On the assumption that we are only going to average together quaternions that represent similar orientations, let's suppose that we have a set $Q$ containing some finite positive number of unit quaternions and that there exists some unit quaternion $\mathbf q_0$ (not necessarily a member of $Q$) such that for every $\mathbf q \in Q,$

$$ d(\mathbf q_0, \mathbf q) < \frac12. \tag1 $$

For component-wise averaging to be a good method, I think we would actually want the dissimilarity to be much smaller than this bound. I chose $\frac12$ merely because it is small enough to establish a property I want. If a set $Q$ admits a tighter bound, that's fine; what follows will be just as true, but the final result may be even better.

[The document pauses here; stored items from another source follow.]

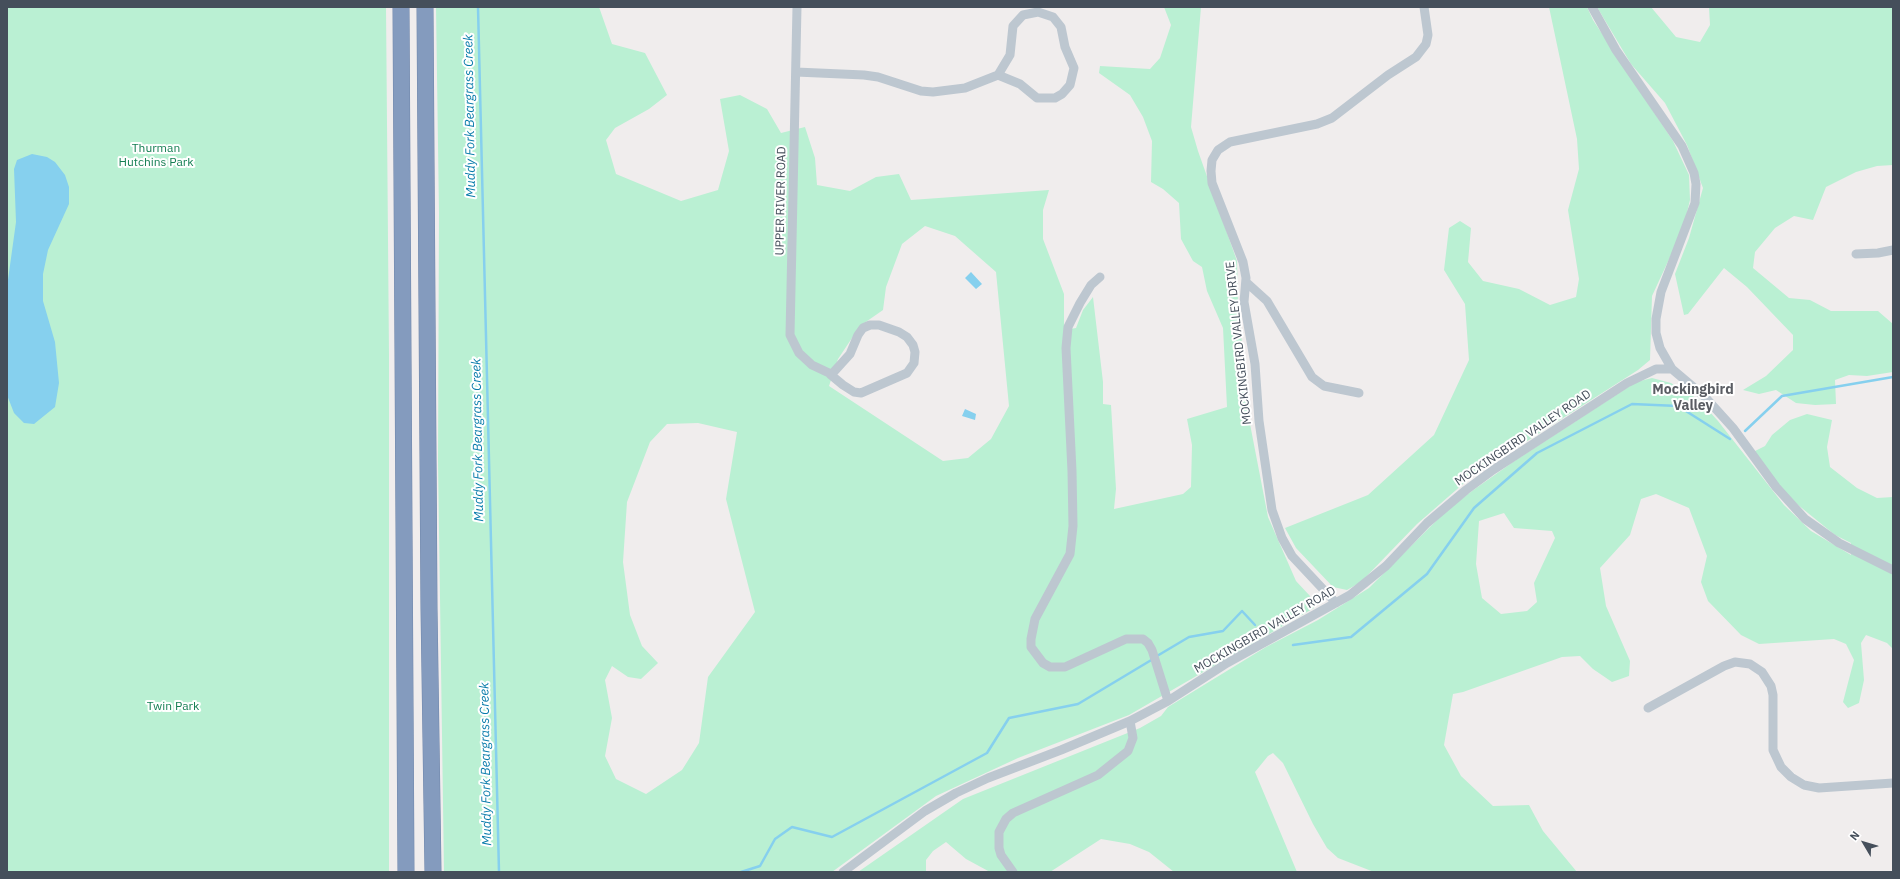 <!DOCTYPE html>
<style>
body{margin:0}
#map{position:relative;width:1900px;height:879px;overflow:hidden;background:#f0eded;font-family:"IBM Plex Sans",sans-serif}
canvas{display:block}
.frame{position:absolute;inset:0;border:8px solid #454f5b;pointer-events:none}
.north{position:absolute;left:1844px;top:823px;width:40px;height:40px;-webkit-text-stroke:3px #fff;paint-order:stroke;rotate:308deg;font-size:11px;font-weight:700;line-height:16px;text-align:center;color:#454f5b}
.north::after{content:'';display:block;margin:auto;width:14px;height:18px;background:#454f5b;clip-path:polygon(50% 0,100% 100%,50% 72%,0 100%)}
</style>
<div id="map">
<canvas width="1900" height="879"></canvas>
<div class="frame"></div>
<div class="north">N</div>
</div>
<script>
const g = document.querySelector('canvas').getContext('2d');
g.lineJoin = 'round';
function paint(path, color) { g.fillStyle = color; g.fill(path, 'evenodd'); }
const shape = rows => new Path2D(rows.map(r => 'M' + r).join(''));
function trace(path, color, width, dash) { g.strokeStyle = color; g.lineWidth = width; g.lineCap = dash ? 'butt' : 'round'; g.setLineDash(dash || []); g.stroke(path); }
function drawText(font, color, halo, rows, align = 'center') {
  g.font = font + ' "IBM Plex Sans",sans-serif'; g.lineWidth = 4; g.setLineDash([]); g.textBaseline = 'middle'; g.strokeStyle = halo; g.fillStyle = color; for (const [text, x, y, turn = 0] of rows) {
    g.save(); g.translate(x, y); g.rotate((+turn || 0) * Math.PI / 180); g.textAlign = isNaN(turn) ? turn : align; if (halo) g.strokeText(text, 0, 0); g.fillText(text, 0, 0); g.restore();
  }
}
const green = shape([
 [7,7,386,7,389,356,389,872,7,872],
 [436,7,599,7,612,44,645,53,667,95,649,109,615,128,606,140,616,174,681,201,718,190,729,151,720,99,740,95,767,109,781,133,805,127,815,158,817,185,850,191,876,177,899,174,911,200,1049,190,1043,210,1043,239,1064,294,1064,330,1076,328,1083,310,1093,297,1103,382,1103,404,1111,405,1116,489,1114,509,1183,494,1191,487,1192,445,1187,419,1227,407,1223,328,1207,291,1202,267,1193,261,1181,239,1179,203,1163,189,1151,182,1152,141,1143,117,1130,95,1099,73,1100,66,1150,69,1160,58,1171,25,1164,7,1201,7,1191,127,1198,151,1237,261,1238,304,1250,424,1268,517,1296,581,1310,596,1314,608,1129,715,1018,758,936,796,832,872,444,872,438,461,439,213],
 [925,226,955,236,996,272,1009,406,991,439,968,458,943,461,829,386,838,359,860,326,883,310,886,287,902,244],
 [698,423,737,432,726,499,755,612,708,677,699,743,682,770,646,794,616,779,605,756,612,718,605,680,612,666,628,677,641,679,658,663,642,646,630,615,623,562,627,502,650,442,667,424],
 [1549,7,1587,7,1593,20,1673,141,1689,175,1690,200,1683,229,1652,296,1650,360,1638,370,1471,477,1417,524,1361,582,1347,590,1333,587,1296,548,1285,528,1368,495,1434,435,1469,360,1465,304,1444,270,1449,228,1460,221,1471,228,1468,262,1483,281,1519,289,1550,305,1576,297,1579,279,1568,210,1579,169,1577,139],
 [1597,7,1651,7,1676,37,1700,42,1710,25,1709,7,1893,7,1893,165,1877,166,1856,172,1826,187,1813,220,1794,216,1775,228,1755,252,1753,268,1789,298,1810,300,1831,311,1878,311,1893,324,1893,372,1867,376,1849,375,1835,380,1836,404,1815,405,1796,403,1776,390,1759,394,1743,390,1766,376,1793,350,1793,335,1747,287,1724,268,1688,314,1684,315,1675,274,1689,238,1703,188,1687,145,1665,103,1631,64],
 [1652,378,1671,383,1699,400,1718,421,1784,505,1811,531,1851,555,1851,543,1835,535,1787,496,1753,452,1765,446,1772,435,1790,420,1807,414,1832,420,1827,447,1830,467,1857,488,1877,498,1893,497,1893,649,1887,643,1866,635,1861,643,1864,680,1859,703,1848,708,1843,702,1854,660,1846,644,1834,639,1759,644,1741,635,1708,601,1701,582,1707,556,1689,508,1656,494,1641,499,1630,535,1600,568,1606,606,1630,661,1629,676,1612,682,1593,669,1580,656,1562,657,1463,692,1453,694,1444,745,1461,776,1493,806,1529,805,1543,831,1577,872,1374,872,1338,858,1327,848,1313,824,1283,763,1273,753,1268,756,1255,772,1297,872,1174,872,1149,852,1130,844,1101,839,1050,872,990,872,966,859,946,842,933,851,926,860,926,872,858,872,963,799,1140,728,1161,716,1168,707,1266,647,1318,620,1369,588,1447,510,1472,491,1513,462,1636,382],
 [1504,513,1514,528,1552,531,1555,538,1534,583,1537,602,1527,611,1501,614,1482,598,1476,564,1479,521]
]);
const water = shape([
 [32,154,47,157,55,162,65,175,69,187,69,204,48,250,43,274,43,301,55,342,59,383,55,407,34,424,24,423,14,413,7,395,7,287,16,222,14,169,17,160],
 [971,272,982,284,976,289,965,278],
 [965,409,976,414,975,420,962,416]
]);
const stream = shape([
 [478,7,499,872],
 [1745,431,1782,396,1893,377],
 [1293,645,1351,637,1427,574,1474,508,1537,453,1632,404,1678,406,1730,439],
 [1157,656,1189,637,1223,631,1242,611,1255,625],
 [741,872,760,866,775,839,792,827,832,837,987,753,1009,718,1078,704,1153,659]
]);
const street = shape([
 [797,7,790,335,799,353,812,365,829,373,831,375,843,385,854,392,861,393,907,373,914,363,915,352,913,345,907,337,899,332,879,325,870,325,863,328,858,335,850,354,831,375],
 [1592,7,1616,50,1682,146,1694,173,1696,184,1695,203,1661,292,1656,319,1656,333,1660,348,1672,369],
 [796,72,864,75,878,77,921,91,933,92,965,88,998,75,1020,84,1037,98,1055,98,1062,94,1070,85,1074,68,1065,47,1061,27,1053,17,1038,12,1023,15,1013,26,1010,55,998,75],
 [1856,254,1878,253,1893,250],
 [1100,277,1091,285,1080,303,1068,327,1066,348,1072,471,1073,526,1070,554,1035,619,1031,639,1031,647,1043,663,1050,667,1065,667,1126,639,1143,639,1148,643,1152,650,1168,701],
 [1246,282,1267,301,1312,377,1324,386,1359,393],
 [1336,603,1292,556,1282,538,1272,510,1259,421,1255,364,1244,302,1246,278,1243,262,1212,183,1211,171,1212,160,1218,150,1230,142,1317,124,1332,118,1388,75,1416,57,1426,44,1428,35,1424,7],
 [1648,708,1724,666,1735,662,1750,664,1762,672,1771,686,1773,695,1773,750,1781,767,1791,777,1804,785,1819,788,1893,783],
 [843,872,925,811,956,793,988,778,1061,750,1130,721,1168,701,1227,663,1350,595,1386,566,1427,523,1466,490,1493,470,1627,383,1656,369,1672,369,1705,397,1733,428,1776,487,1805,519,1839,543,1893,570],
 [1013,872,1001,855,999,848,999,832,1006,819,1013,813,1098,775,1128,751,1133,738,1130,721]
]);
const highway = shape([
 [401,7,406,872],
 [425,7,429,608,433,872]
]);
const parkNames = [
 ["Thurman",156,149],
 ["Hutchins Park",156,163],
 ["Twin Park",173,707]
];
const streetNames = [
 ["UPPER RIVER ROAD",781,201,-89],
 ["MOCKINGBIRD VALLEY DRIVE",1239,343,-96],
 ["MOCKINGBIRD VALLEY ROAD",1523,438,-34],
 ["MOCKINGBIRD VALLEY ROAD",1265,630,-30]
];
const waterNames = [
 ["Muddy Fork Beargrass Creek",470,116,-91],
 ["Muddy Fork Beargrass Creek",478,440,-91],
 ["Muddy Fork Beargrass Creek",486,764,-91]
];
const quarterNames = [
 ["Mockingbird",1693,390],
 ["Valley",1693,406]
];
paint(green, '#baf0d3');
paint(water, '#86d0ee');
trace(stream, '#86d0ee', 2.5);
trace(highway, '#6f86aa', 17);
trace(street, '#bdc7d0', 9);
trace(highway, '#849bbe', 16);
drawText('12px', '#147e52', '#fff', parkNames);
drawText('12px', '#454f5b', '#fff', streetNames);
drawText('italic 13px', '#097cab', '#fff', waterNames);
drawText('bold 14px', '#5a5d63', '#fff', quarterNames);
</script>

In particular, $d(\mathbf q_0, \mathbf q) < \frac12$ implies that $\lvert \mathbf q_0 \cdot \mathbf q\rvert > \frac{\sqrt2}2$, which implies that either $\mathbf q_0 \cdot \mathbf q > \frac{\sqrt2}2$ and the angle between $\mathbf q_0$ and $\mathbf q$ is less than $\frac\pi4$, or $-\mathbf q_0 \cdot \mathbf q > \frac{\sqrt2}2$ and the angle between $-\mathbf q_0$ and $\mathbf q$ is less than $\frac\pi4$.

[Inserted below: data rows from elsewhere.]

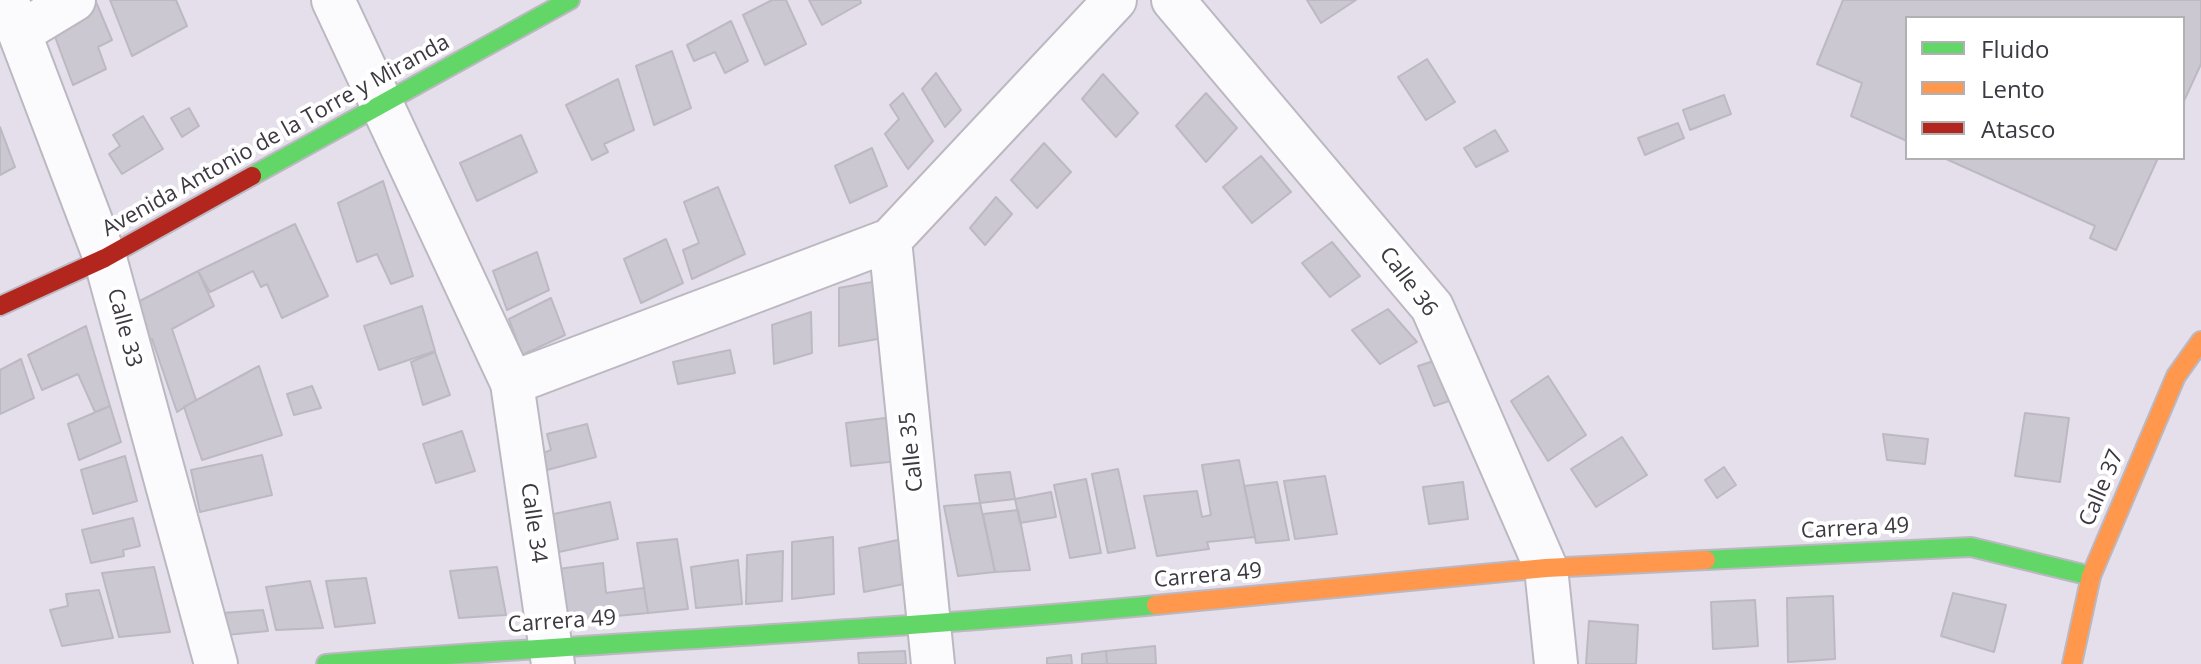 <!DOCTYPE html>
<style>
body{margin:0}
#map{position:relative;width:2201px;height:664px;overflow:hidden;background:#e4dfeb;font-family:"Open Sans",sans-serif}
canvas{display:block}
.legend{position:absolute;left:1905px;top:16px;width:280px;height:144px;box-sizing:border-box;background:#fff;border:2px solid #b1b0b3;margin:0;padding:10px 14px;list-style:none;font-size:24px;color:#3d3942}
.legend li{display:flex;align-items:center;gap:16px;height:40px}
.legend b{width:40px;border:2px solid #b1b0b3}
</style>
<div id="map">
<canvas width="2201" height="664"></canvas>
<ul class="legend">
<li><b style="height:10px;background:#63d668"></b>Fluido</li>
<li><b style="height:10px;background:#ff974d"></b>Lento</li>
<li><b style="height:10px;background:#b3261e"></b>Atasco</li>
</ul>
</div>
<script>
const context = document.querySelector('canvas').getContext('2d');
context.lineJoin = 'round';
function fillPath(path, color) { context.fillStyle = color; context.fill(path, 'evenodd'); }
function strokePath(path, color, width, dash) { context.strokeStyle = color; context.lineWidth = width; context.lineCap = dash ? 'butt' : 'round'; context.setLineDash(dash || []); context.stroke(path); }
function drawText(font, color, halo, rows, align = 'center') {
  context.font = font + ' "Open Sans",sans-serif'; context.lineWidth = 8; context.setLineDash([]); context.textBaseline = 'middle'; context.strokeStyle = halo; context.fillStyle = color; for (const [text, x, y, turn = 0] of rows) {
    context.save(); context.translate(x, y); context.rotate((+turn || 0) * Math.PI / 180); context.textAlign = isNaN(turn) ? turn : align; if (halo) context.strokeText(text, 0, 0); context.fillText(text, 0, 0); context.restore();
  }
}
const building = new Path2D(`
 M110,0h66l11,26 -55,30z
 M772,0h14l20,44 -41,21 -22,-50z
 M809,0h51l1,3 -39,22z
 M1307,0h49l-35,23z
 M1843,0h358v64l-18,39v-85h-276v123l-56,-25 11,-33 -45,-19z
 M96,2l16,38 -14,7 8,22 -33,16 -22,-59z
 M731,21l17,40 -23,12 -10,-21 -21,9 -7,-16z
 M672,51l19,57 -37,17 -18,-59z
 M1427,59l28,43 -29,18 -28,-43z
 M936,73l25,37 -16,17 -23,-38z
 M1103,74l35,39 -22,24 -34,-38z
 M618,79l16,51 -30,14 4,8 -16,8 -26,-55z
 M903,93l30,48 -25,28 -23,-35 14,-15 -9,-14z
 M1206,93l31,35 -31,34 -30,-36z
 M1724,95l7,19 -41,16 -7,-20z
 M189,108l10,18 -17,11 -11,-19z
 M143,116l20,33 -41,25 -13,-20 11,-8 -7,-11z
 M1678,123l6,15 -39,17 -7,-17z
 M0,127l15,40 -15,8z
 M1495,130l13,21 -32,16 -12,-19z
 M521,135l16,37 -60,29 -17,-38z
 M1044,143l27,29 -34,36 -26,-28z
 M872,148l15,38 -37,17 -15,-37z
 M1261,156l30,36 -39,31 -29,-36z
 M1944,158h214l-42,92 -26,-12 5,-12z
 M383,181l30,95 -22,8 -14,-30 -20,8 -19,-59z
 M718,187l27,67 -53,25 -9,-29 16,-7 -15,-41z
 M996,197l16,17 -27,31 -15,-17z
 M295,224l33,72 -46,22 -15,-34 -6,3 -8,-16 -43,21 -12,-21z
 M666,239l17,44 -42,20 -17,-44z
 M1332,242l28,34 -30,21 -28,-34z
 M537,252l12,38 -42,20 -14,-39z
 M198,271l16,35 -42,23 24,71 -19,12 -25,-73 -5,2 -13,-37z
 M883,280v58l-44,8v-58z
 M551,298l14,37 -43,20 -13,-36z
 M422,306l13,45 -56,19 -15,-44z
 M1388,309l29,33 -37,22 -28,-34z
 M811,312l1,41 -38,11 -2,-39z
 M86,326l24,80 -15,6 -17,-38 -36,16 -14,-35z
 M730,350l5,23 -57,11 -5,-22z
 M435,352l15,43 -27,10 -12,-43z
 M21,359l13,39 -34,16v-44z
 M1440,359l15,40 -21,7 -16,-40z
 M259,366l23,69 -80,25 -18,-53z
 M1548,376l38,59 -38,26 -37,-60z
 M312,386l9,22 -27,7 -7,-21z
 M110,406l11,36 -42,18 -11,-36z
 M2025,413l44,5 -9,64 -45,-6z
 M893,417l5,44 -47,5 -5,-43z
 M587,424l9,33 -49,13 -4,-17 8,-3 -4,-16z
 M462,431l13,40 -39,12 -13,-39z
 M1883,434l45,5 -3,25 -38,-4z
 M1622,437l25,38 -51,32 -25,-38z
 M262,455l10,40 -72,17 -9,-42z
 M125,456l12,45 -44,13 -12,-44z
 M1239,460l16,77 -48,5 2,7 -52,7 -13,-60 53,-5 5,26 9,-2 -9,-50z
 M1724,467l12,18 -19,13 -12,-18z
 M1118,469l17,79 -27,5 -16,-79z
 M1010,472l5,27 -35,4 -5,-28z
 M1325,476l12,58 -42,5 -11,-58z
 M1086,479l15,74 -31,5 -16,-73z
 M1277,482l12,58 -33,3 -12,-57z
 M1463,482l5,37 -39,5 -6,-37z
 M1051,492l5,25 -36,6 -5,-24z
 M610,502l8,37 -59,13 -10,-37z
 M980,503l15,69 -37,4 -14,-70z
 M1018,510l12,60 -35,2 -12,-58z
 M133,518l7,28 -17,4 1,6 -33,7 -9,-33z
 M833,537l1,57 -42,5v-57z
 M677,539l11,70 -40,4 -11,-70z
 M903,539l6,44 -45,9 -5,-44z
 M783,551l-1,50 -36,3 1,-49z
 M738,560l4,44 -46,4 -5,-41z
 M603,563l3,30 38,-5 4,25 -75,7 -8,-8 -7,-43z
 M154,567l16,65 -51,5 -17,-64z
 M497,567l9,48 -47,3 -9,-47z
 M366,578l9,45 -40,4 -9,-46z
 M310,581l13,47 -47,2 -10,-43z
 M99,590l14,48 -51,8 -12,-36 18,-4 -2,-12z
 M1953,593l53,12 -12,47 -53,-16z
 M1833,596l2,63 -47,3 -1,-64z
 M1755,600l3,46 -45,3 -2,-47z
 M263,610l5,21 -42,4 -4,-22z
 M1589,621l49,4 -2,39h-50z
 M1155,646l1,18h-49l-1,-13z
 M905,651l1,13h-47l-1,-11z
 M1106,651l1,13h-25v-10z
 M1071,655l1,9h-25v-6z`);
fillPath(building, '#ccc8d1');
strokePath(building, '#bdb9c2', 2);
const street = new Path2D(`
 M7,0l98,258 111,406
 M333,0l179,383 41,281
 M1173,0l259,307 114,261 10,96
 M21,32l53,-32
 M890,240l43,424
 M512,383l378,-143 225,-240`);
const fast = new Path2D(`
 M252,176l318,-176
 M1706,560l265,-13 120,29
 M326,664c277,-22 554,-33 830,-59`);
const slow = new Path2D(`
 M1156,605l390,-37 160,-8
 M2072,664l19,-88 85,-200 25,-35`);
const jam = new Path2D(`
 M0,306l105,-48 147,-82`);
strokePath(street, '#bcb8c1', 46);
strokePath(fast, '#bcb8c1', 22);
strokePath(slow, '#bcb8c1', 22);
strokePath(jam, '#bcb8c1', 22);
strokePath(street, '#fbfafc', 42);
strokePath(fast, '#63d668', 18);
strokePath(slow, '#ff974d', 18);
strokePath(jam, '#b3261e', 18);
drawText('22px', '#3d3942', '#fff', [
 ["Avenida Antonio de la Torre y Miranda",276,136,-29],
 ["Calle 36",1408,282,53],
 ["Calle 33",124,328,75],
 ["Calle 35",912,452,-96],
 ["Calle 37",2102,488,-67],
 ["Calle 34",533,523,82],
 ["Carrera 49",1855,529,-3],
 ["Carrera 49",1208,576,-5],
 ["Carrera 49",562,622,-4]
]);
</script>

This also implies for any two quaternions $\mathbf p,\mathbf q \in Q,$ that $\mathbf q_0 \cdot \mathbf p$ and $\mathbf q_0 \cdot \mathbf q$ both have signs (positive or negative), that if these signs are the same then the angle between $\mathbf p$ and $\mathbf q$ is less than than $\frac\pi2$ and therefore $\mathbf p \cdot \mathbf q > 0,$ and that if the signs are opposite then the angle between $\mathbf p$ and $\mathbf q$ is greater than than $\frac\pi2$ and therefore $\mathbf p \cdot \mathbf q < 0.$

So we can partition $Q$ into two subsets: the subset $Q_+ = \{\mathbf q\in Q \mid \mathbf q_0 \cdot \mathbf q > 0\}$ and $Q_- = \{\mathbf q\in Q \mid \mathbf q_0 \cdot \mathbf q < 0\}$. Any two quaternions from one subset will have a positive dot product, whereas any two quaternions from different subsets will have a negative dot product.

Now consider method 2. If the quaternion $\mathbf q_1$ is in $Q_+$, then after replacing $\mathbf q_i$ with $-\mathbf q_i$ whenever $\mathbf q_1\cdot\mathbf q_i<0,$ all the quaternions will be in $Q_+$ and the final result of averaging these quaternions and normalizing the result will be some quaternion $\bar{\mathbf q}.$ On the other hand, $\mathbf q_1$ is in $Q_-$, then after replacing $\mathbf q_i$ with $-\mathbf q_i$ whenever $\mathbf q_1\cdot\mathbf q_i<0,$ all the quaternions will be in $Q_-$ and the final result will be $-\bar{\mathbf q},$ that is, the exact opposite of the quaternion we would have gotten if $\mathbf q_1$ were in $Q_+$, representing the exact same rotation.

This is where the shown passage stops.